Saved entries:
:::

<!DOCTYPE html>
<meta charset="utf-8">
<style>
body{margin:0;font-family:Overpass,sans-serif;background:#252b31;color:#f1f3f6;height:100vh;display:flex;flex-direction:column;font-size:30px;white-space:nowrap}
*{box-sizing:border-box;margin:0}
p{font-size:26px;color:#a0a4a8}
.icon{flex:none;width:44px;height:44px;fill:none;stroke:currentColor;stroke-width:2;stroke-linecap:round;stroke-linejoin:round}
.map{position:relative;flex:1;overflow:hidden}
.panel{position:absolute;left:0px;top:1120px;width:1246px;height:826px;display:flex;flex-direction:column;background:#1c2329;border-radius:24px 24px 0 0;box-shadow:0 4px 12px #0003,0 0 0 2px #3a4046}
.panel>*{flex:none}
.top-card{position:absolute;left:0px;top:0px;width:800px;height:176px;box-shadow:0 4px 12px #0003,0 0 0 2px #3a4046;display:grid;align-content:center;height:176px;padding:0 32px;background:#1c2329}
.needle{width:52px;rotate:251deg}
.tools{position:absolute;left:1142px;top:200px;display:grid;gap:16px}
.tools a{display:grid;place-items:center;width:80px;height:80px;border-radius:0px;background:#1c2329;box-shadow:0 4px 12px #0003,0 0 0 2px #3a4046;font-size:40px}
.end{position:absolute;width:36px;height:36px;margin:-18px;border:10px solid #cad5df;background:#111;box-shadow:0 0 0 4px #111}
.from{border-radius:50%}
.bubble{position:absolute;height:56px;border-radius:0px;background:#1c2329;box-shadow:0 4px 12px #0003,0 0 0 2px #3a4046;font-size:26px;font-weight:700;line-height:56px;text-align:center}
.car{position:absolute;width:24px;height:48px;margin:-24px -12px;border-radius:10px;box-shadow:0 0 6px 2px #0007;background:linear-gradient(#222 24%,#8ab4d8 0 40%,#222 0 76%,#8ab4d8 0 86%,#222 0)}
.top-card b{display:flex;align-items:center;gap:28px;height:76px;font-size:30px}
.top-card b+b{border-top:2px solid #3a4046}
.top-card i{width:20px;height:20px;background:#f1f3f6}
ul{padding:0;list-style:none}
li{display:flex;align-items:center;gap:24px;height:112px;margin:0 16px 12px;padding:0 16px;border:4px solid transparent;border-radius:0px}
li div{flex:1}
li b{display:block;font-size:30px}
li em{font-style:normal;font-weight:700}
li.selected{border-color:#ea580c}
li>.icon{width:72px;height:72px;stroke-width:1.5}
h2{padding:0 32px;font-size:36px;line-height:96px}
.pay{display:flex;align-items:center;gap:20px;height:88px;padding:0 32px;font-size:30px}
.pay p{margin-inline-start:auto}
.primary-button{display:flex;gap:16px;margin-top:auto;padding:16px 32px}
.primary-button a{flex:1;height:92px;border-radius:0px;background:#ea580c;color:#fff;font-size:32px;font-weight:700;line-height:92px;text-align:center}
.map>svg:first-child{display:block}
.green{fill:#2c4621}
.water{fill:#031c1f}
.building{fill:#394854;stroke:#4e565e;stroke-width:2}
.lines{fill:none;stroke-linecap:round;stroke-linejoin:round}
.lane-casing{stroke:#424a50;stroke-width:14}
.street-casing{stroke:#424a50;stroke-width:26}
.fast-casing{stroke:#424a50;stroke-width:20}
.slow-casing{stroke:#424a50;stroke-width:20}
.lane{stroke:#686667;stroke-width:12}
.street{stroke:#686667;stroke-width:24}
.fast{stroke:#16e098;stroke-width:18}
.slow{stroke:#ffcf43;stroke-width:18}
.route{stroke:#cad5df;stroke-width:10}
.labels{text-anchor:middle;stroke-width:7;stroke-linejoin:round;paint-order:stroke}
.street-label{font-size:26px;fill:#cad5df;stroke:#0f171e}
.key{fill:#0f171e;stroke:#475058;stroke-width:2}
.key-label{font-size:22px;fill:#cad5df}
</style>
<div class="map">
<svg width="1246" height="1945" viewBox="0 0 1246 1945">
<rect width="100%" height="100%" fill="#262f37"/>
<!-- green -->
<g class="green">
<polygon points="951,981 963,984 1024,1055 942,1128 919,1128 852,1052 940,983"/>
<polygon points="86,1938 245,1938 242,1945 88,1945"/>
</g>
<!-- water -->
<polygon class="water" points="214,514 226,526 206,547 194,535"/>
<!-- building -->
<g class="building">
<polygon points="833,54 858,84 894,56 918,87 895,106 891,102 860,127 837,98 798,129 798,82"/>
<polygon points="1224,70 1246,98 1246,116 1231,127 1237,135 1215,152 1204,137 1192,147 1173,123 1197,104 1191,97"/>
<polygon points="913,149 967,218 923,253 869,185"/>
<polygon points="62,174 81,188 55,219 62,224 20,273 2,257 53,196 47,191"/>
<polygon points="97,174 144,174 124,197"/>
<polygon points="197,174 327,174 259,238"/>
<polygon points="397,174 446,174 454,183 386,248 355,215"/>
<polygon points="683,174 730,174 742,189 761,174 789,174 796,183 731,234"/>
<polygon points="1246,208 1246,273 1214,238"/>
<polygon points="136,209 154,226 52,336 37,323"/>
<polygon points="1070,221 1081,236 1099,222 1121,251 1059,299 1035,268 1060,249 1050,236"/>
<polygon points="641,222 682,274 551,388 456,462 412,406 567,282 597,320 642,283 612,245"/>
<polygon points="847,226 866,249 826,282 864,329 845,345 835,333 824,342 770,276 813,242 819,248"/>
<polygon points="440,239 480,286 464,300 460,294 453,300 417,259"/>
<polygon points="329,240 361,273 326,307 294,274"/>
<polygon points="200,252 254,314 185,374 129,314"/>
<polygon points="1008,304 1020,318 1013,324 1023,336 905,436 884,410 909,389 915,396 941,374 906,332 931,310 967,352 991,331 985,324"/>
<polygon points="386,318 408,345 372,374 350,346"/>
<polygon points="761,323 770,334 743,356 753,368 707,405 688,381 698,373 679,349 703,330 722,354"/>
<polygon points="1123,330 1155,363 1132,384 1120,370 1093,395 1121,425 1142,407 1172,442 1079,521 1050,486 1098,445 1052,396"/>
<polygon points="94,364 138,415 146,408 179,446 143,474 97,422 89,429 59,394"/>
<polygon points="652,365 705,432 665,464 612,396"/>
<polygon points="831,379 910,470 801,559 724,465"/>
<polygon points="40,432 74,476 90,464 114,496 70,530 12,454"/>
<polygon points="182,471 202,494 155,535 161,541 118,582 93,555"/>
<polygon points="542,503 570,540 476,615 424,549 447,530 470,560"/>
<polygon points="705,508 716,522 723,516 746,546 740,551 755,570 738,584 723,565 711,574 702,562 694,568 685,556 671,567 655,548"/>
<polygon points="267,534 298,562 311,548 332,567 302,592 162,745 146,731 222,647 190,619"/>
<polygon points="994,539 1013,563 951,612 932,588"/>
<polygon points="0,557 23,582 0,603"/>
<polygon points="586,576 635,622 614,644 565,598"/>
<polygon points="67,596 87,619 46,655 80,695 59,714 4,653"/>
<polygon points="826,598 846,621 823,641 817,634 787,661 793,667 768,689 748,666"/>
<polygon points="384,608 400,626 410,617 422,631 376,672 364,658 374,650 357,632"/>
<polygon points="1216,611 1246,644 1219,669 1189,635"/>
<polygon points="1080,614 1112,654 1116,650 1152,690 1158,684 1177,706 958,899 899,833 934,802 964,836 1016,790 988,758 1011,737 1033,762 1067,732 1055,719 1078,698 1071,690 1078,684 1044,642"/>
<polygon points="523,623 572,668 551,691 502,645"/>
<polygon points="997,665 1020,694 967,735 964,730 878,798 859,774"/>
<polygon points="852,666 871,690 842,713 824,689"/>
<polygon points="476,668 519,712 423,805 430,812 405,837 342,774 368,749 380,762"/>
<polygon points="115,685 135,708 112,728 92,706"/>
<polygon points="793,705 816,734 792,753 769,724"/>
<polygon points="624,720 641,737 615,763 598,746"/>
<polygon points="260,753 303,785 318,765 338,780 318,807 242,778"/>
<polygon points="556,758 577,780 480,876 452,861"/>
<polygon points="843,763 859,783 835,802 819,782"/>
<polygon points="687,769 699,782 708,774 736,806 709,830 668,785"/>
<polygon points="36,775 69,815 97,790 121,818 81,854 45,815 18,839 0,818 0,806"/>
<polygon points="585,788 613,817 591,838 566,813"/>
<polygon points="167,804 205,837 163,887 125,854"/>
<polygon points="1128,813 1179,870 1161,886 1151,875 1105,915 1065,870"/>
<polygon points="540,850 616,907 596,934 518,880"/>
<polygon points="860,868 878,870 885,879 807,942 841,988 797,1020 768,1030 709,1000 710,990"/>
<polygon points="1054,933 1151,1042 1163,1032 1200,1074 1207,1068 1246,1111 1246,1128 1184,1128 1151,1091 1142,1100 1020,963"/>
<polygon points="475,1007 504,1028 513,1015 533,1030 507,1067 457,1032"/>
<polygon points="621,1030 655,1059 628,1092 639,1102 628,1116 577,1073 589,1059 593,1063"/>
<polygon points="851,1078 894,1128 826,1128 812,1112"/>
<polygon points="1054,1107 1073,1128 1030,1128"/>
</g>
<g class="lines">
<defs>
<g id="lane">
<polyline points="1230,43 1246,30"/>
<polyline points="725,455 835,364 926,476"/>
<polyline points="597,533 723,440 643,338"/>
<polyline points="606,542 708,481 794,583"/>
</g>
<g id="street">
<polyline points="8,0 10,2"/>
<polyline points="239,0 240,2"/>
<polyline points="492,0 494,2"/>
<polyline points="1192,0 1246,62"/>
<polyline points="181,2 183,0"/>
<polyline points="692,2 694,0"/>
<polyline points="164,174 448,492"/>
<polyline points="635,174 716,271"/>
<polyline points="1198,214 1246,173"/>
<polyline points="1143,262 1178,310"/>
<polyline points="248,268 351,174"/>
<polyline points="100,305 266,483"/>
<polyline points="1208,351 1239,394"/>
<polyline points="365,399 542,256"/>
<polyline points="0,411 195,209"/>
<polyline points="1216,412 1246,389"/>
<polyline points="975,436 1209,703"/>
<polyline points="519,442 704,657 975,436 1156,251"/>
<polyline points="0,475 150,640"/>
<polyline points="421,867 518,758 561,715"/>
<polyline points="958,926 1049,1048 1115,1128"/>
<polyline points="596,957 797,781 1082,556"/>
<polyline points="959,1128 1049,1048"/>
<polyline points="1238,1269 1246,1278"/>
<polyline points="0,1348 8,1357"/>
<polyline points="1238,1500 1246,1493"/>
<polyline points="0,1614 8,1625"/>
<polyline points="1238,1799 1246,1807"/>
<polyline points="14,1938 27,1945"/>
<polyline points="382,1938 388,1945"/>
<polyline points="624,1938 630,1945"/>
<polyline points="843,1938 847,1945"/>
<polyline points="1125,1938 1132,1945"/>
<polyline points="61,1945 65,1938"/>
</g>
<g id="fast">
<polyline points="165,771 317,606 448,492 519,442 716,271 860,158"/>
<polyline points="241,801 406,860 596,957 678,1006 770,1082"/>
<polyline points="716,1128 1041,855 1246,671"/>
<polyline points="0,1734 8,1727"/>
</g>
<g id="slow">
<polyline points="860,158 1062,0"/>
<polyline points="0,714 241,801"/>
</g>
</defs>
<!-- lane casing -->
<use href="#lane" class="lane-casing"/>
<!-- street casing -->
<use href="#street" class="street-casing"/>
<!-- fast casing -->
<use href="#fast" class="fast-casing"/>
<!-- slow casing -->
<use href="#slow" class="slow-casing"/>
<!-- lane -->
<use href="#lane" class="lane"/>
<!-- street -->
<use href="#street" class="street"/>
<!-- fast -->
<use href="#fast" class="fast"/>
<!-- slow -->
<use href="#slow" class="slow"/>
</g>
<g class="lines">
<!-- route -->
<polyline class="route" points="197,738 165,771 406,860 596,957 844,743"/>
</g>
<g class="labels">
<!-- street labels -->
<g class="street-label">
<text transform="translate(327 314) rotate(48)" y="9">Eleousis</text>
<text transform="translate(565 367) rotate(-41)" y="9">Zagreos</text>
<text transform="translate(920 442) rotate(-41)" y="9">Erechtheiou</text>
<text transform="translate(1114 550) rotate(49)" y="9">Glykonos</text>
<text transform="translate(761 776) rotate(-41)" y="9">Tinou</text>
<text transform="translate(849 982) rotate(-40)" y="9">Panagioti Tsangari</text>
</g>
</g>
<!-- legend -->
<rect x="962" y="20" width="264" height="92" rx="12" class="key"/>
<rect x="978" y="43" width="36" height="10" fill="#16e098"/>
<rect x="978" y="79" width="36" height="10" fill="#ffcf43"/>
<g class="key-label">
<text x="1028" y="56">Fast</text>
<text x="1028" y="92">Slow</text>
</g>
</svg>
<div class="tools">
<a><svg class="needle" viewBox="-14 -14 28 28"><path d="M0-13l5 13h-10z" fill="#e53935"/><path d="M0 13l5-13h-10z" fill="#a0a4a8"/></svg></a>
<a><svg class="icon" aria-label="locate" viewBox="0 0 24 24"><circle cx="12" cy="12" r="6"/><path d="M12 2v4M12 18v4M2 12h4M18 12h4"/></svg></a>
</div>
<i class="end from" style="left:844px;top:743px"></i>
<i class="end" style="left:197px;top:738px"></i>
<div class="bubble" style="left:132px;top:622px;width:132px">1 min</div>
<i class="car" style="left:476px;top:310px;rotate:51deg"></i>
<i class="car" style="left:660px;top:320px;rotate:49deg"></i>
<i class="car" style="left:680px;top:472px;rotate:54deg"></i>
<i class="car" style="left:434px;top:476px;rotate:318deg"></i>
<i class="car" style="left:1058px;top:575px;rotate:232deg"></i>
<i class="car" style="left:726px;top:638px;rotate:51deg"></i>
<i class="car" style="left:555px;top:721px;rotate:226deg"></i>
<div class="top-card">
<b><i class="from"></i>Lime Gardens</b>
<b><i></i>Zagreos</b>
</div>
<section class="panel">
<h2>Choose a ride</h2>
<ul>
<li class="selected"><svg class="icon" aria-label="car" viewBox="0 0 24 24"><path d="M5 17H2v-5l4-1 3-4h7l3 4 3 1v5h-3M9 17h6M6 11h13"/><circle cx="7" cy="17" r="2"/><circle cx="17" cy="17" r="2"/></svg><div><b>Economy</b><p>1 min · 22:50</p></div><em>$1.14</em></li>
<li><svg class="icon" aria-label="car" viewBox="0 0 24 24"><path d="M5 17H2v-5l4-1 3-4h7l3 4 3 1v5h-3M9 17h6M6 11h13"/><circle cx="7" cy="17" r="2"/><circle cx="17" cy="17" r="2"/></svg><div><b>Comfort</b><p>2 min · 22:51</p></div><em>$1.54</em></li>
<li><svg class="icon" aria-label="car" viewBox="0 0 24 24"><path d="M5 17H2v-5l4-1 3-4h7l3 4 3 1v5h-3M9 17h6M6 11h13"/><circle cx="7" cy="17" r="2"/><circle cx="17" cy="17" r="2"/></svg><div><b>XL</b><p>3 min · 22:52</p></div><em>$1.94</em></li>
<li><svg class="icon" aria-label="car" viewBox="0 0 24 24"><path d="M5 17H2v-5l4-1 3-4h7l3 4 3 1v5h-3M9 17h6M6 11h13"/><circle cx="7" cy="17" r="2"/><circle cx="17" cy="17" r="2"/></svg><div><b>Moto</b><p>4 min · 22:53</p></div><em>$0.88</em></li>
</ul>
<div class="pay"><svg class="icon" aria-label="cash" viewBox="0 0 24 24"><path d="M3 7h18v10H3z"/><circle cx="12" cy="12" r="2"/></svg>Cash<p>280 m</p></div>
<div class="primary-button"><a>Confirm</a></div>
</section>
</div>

:::

*WHAT YOU ARE ASKED TO DO*. Every line of the records that includes the word "none" should be gathered.

*THE ANSWER*.
.icon{flex:none;width:44px;height:44px;fill:none;stroke:currentColor;stroke-width:2;stroke-linecap:round;stroke-linejoin:round}
.panel>*{flex:none}
ul{padding:0;list-style:none}
.lines{fill:none;stroke-linecap:round;stroke-linejoin:round}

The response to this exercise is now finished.